### Exercise goal
Retype each entry. Leave nothing out.

::::::::

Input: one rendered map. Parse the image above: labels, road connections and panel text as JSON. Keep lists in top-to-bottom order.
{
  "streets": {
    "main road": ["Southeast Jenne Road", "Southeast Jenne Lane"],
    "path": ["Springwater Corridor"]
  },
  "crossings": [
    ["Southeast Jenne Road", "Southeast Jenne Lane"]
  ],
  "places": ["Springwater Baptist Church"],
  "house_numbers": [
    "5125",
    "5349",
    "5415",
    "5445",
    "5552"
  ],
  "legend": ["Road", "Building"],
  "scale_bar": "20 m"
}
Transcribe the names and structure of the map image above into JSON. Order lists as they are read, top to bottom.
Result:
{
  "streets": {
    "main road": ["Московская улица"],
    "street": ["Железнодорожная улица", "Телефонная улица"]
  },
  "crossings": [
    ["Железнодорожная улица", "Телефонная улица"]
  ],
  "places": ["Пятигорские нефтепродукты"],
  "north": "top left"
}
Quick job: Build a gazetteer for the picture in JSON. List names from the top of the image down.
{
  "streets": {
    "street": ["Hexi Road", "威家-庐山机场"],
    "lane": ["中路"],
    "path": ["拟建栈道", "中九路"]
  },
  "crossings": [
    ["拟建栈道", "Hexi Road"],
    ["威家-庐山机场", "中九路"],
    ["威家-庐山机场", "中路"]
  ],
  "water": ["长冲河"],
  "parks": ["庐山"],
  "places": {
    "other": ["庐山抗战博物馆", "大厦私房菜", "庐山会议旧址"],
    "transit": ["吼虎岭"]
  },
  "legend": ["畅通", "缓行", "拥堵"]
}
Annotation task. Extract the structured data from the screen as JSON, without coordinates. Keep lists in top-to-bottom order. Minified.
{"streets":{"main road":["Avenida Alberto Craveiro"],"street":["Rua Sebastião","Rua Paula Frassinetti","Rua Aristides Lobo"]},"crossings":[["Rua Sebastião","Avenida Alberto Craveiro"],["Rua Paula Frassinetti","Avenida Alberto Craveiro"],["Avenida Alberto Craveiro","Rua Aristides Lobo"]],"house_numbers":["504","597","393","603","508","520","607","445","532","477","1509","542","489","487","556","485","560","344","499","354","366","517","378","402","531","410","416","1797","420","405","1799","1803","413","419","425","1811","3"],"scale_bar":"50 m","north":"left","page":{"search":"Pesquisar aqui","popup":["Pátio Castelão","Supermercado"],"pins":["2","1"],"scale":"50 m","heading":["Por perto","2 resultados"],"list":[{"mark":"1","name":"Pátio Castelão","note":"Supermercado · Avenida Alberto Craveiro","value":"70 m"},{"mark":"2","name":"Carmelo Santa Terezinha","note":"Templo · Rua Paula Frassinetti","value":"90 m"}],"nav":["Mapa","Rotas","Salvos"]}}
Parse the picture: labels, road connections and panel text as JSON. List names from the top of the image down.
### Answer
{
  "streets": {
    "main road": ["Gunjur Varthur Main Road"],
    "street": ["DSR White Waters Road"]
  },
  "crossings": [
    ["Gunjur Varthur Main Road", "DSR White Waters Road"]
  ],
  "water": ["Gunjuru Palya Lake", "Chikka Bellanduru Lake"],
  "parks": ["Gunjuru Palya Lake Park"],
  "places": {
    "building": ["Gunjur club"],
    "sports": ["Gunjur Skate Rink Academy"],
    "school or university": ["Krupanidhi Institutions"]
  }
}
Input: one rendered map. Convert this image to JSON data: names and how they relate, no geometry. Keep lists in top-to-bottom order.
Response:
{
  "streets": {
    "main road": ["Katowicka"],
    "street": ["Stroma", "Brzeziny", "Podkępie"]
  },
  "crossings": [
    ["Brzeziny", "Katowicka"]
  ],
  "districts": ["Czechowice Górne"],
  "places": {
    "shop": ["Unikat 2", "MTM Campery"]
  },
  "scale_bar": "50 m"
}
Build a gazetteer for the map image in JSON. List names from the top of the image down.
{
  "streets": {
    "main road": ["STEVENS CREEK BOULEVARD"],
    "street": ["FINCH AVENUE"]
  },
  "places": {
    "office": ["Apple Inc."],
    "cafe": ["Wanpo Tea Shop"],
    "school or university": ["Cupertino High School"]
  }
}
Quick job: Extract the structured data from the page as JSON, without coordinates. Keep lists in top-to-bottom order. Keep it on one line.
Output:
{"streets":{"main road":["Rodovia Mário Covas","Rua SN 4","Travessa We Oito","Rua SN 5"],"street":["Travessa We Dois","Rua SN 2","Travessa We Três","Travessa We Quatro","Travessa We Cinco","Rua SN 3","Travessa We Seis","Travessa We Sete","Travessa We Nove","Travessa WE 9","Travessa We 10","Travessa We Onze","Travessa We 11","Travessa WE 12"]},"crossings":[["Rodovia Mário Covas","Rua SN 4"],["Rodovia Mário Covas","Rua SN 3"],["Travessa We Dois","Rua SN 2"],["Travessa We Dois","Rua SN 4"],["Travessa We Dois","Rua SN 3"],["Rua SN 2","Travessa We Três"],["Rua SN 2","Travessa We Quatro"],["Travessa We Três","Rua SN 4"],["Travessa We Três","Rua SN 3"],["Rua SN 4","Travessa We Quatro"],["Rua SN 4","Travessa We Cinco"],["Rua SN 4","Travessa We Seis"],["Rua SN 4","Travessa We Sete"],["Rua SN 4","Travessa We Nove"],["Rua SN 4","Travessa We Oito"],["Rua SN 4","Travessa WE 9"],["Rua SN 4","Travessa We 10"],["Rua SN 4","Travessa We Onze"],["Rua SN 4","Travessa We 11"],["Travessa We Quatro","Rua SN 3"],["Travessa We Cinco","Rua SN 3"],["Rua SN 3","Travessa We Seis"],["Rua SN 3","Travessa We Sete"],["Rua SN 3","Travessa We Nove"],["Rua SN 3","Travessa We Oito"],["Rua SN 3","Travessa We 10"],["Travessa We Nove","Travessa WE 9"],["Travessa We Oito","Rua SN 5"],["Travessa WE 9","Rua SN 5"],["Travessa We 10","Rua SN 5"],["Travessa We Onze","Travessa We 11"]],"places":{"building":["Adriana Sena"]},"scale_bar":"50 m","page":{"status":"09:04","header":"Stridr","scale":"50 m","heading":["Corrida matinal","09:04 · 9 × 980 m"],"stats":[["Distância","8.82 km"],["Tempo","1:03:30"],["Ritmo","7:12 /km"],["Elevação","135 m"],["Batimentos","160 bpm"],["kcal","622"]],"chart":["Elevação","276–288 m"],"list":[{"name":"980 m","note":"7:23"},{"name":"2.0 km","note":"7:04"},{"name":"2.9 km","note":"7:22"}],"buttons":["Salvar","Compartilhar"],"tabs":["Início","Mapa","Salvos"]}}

::::::::

### Answer to this task
Input: one rendered map. Parse the image above: labels, road connections and panel text as JSON. Keep lists in top-to-bottom order.
{
  "streets": {
    "main road": ["Southeast Jenne Road", "Southeast Jenne Lane"],
    "path": ["Springwater Corridor"]
  },
  "crossings": [
    ["Southeast Jenne Road", "Southeast Jenne Lane"]
  ],
  "places": ["Springwater Baptist Church"],
  "house_numbers": [
    "5125",
    "5349",
    "5415",
    "5445",
    "5552"
  ],
  "legend": ["Road", "Building"],
  "scale_bar": "20 m"
}
Transcribe the names and structure of the map image above into JSON. Order lists as they are read, top to bottom.
Result:
{
  "streets": {
    "main road": ["Московская улица"],
    "street": ["Железнодорожная улица", "Телефонная улица"]
  },
  "crossings": [
    ["Железнодорожная улица", "Телефонная улица"]
  ],
  "places": ["Пятигорские нефтепродукты"],
  "north": "top left"
}
Quick job: Build a gazetteer for the picture in JSON. List names from the top of the image down.
{
  "streets": {
    "street": ["Hexi Road", "威家-庐山机场"],
    "lane": ["中路"],
    "path": ["拟建栈道", "中九路"]
  },
  "crossings": [
    ["拟建栈道", "Hexi Road"],
    ["威家-庐山机场", "中九路"],
    ["威家-庐山机场", "中路"]
  ],
  "water": ["长冲河"],
  "parks": ["庐山"],
  "places": {
    "other": ["庐山抗战博物馆", "大厦私房菜", "庐山会议旧址"],
    "transit": ["吼虎岭"]
  },
  "legend": ["畅通", "缓行", "拥堵"]
}
Annotation task. Extract the structured data from the screen as JSON, without coordinates. Keep lists in top-to-bottom order. Minified.
{"streets":{"main road":["Avenida Alberto Craveiro"],"street":["Rua Sebastião","Rua Paula Frassinetti","Rua Aristides Lobo"]},"crossings":[["Rua Sebastião","Avenida Alberto Craveiro"],["Rua Paula Frassinetti","Avenida Alberto Craveiro"],["Avenida Alberto Craveiro","Rua Aristides Lobo"]],"house_numbers":["504","597","393","603","508","520","607","445","532","477","1509","542","489","487","556","485","560","344","499","354","366","517","378","402","531","410","416","1797","420","405","1799","1803","413","419","425","1811","3"],"scale_bar":"50 m","north":"left","page":{"search":"Pesquisar aqui","popup":["Pátio Castelão","Supermercado"],"pins":["2","1"],"scale":"50 m","heading":["Por perto","2 resultados"],"list":[{"mark":"1","name":"Pátio Castelão","note":"Supermercado · Avenida Alberto Craveiro","value":"70 m"},{"mark":"2","name":"Carmelo Santa Terezinha","note":"Templo · Rua Paula Frassinetti","value":"90 m"}],"nav":["Mapa","Rotas","Salvos"]}}
Parse the picture: labels, road connections and panel text as JSON. List names from the top of the image down.
### Answer
{
  "streets": {
    "main road": ["Gunjur Varthur Main Road"],
    "street": ["DSR White Waters Road"]
  },
  "crossings": [
    ["Gunjur Varthur Main Road", "DSR White Waters Road"]
  ],
  "water": ["Gunjuru Palya Lake", "Chikka Bellanduru Lake"],
  "parks": ["Gunjuru Palya Lake Park"],
  "places": {
    "building": ["Gunjur club"],
    "sports": ["Gunjur Skate Rink Academy"],
    "school or university": ["Krupanidhi Institutions"]
  }
}
Input: one rendered map. Convert this image to JSON data: names and how they relate, no geometry. Keep lists in top-to-bottom order.
Response:
{
  "streets": {
    "main road": ["Katowicka"],
    "street": ["Stroma", "Brzeziny", "Podkępie"]
  },
  "crossings": [
    ["Brzeziny", "Katowicka"]
  ],
  "districts": ["Czechowice Górne"],
  "places": {
    "shop": ["Unikat 2", "MTM Campery"]
  },
  "scale_bar": "50 m"
}
Build a gazetteer for the map image in JSON. List names from the top of the image down.
{
  "streets": {
    "main road": ["STEVENS CREEK BOULEVARD"],
    "street": ["FINCH AVENUE"]
  },
  "places": {
    "office": ["Apple Inc."],
    "cafe": ["Wanpo Tea Shop"],
    "school or university": ["Cupertino High School"]
  }
}
Quick job: Extract the structured data from the page as JSON, without coordinates. Keep lists in top-to-bottom order. Keep it on one line.
Output:
{"streets":{"main road":["Rodovia Mário Covas","Rua SN 4","Travessa We Oito","Rua SN 5"],"street":["Travessa We Dois","Rua SN 2","Travessa We Três","Travessa We Quatro","Travessa We Cinco","Rua SN 3","Travessa We Seis","Travessa We Sete","Travessa We Nove","Travessa WE 9","Travessa We 10","Travessa We Onze","Travessa We 11","Travessa WE 12"]},"crossings":[["Rodovia Mário Covas","Rua SN 4"],["Rodovia Mário Covas","Rua SN 3"],["Travessa We Dois","Rua SN 2"],["Travessa We Dois","Rua SN 4"],["Travessa We Dois","Rua SN 3"],["Rua SN 2","Travessa We Três"],["Rua SN 2","Travessa We Quatro"],["Travessa We Três","Rua SN 4"],["Travessa We Três","Rua SN 3"],["Rua SN 4","Travessa We Quatro"],["Rua SN 4","Travessa We Cinco"],["Rua SN 4","Travessa We Seis"],["Rua SN 4","Travessa We Sete"],["Rua SN 4","Travessa We Nove"],["Rua SN 4","Travessa We Oito"],["Rua SN 4","Travessa WE 9"],["Rua SN 4","Travessa We 10"],["Rua SN 4","Travessa We Onze"],["Rua SN 4","Travessa We 11"],["Travessa We Quatro","Rua SN 3"],["Travessa We Cinco","Rua SN 3"],["Rua SN 3","Travessa We Seis"],["Rua SN 3","Travessa We Sete"],["Rua SN 3","Travessa We Nove"],["Rua SN 3","Travessa We Oito"],["Rua SN 3","Travessa We 10"],["Travessa We Nove","Travessa WE 9"],["Travessa We Oito","Rua SN 5"],["Travessa WE 9","Rua SN 5"],["Travessa We 10","Rua SN 5"],["Travessa We Onze","Travessa We 11"]],"places":{"building":["Adriana Sena"]},"scale_bar":"50 m","page":{"status":"09:04","header":"Stridr","scale":"50 m","heading":["Corrida matinal","09:04 · 9 × 980 m"],"stats":[["Distância","8.82 km"],["Tempo","1:03:30"],["Ritmo","7:12 /km"],["Elevação","135 m"],["Batimentos","160 bpm"],["kcal","622"]],"chart":["Elevação","276–288 m"],"list":[{"name":"980 m","note":"7:23"},{"name":"2.0 km","note":"7:04"},{"name":"2.9 km","note":"7:22"}],"buttons":["Salvar","Compartilhar"],"tabs":["Início","Mapa","Salvos"]}}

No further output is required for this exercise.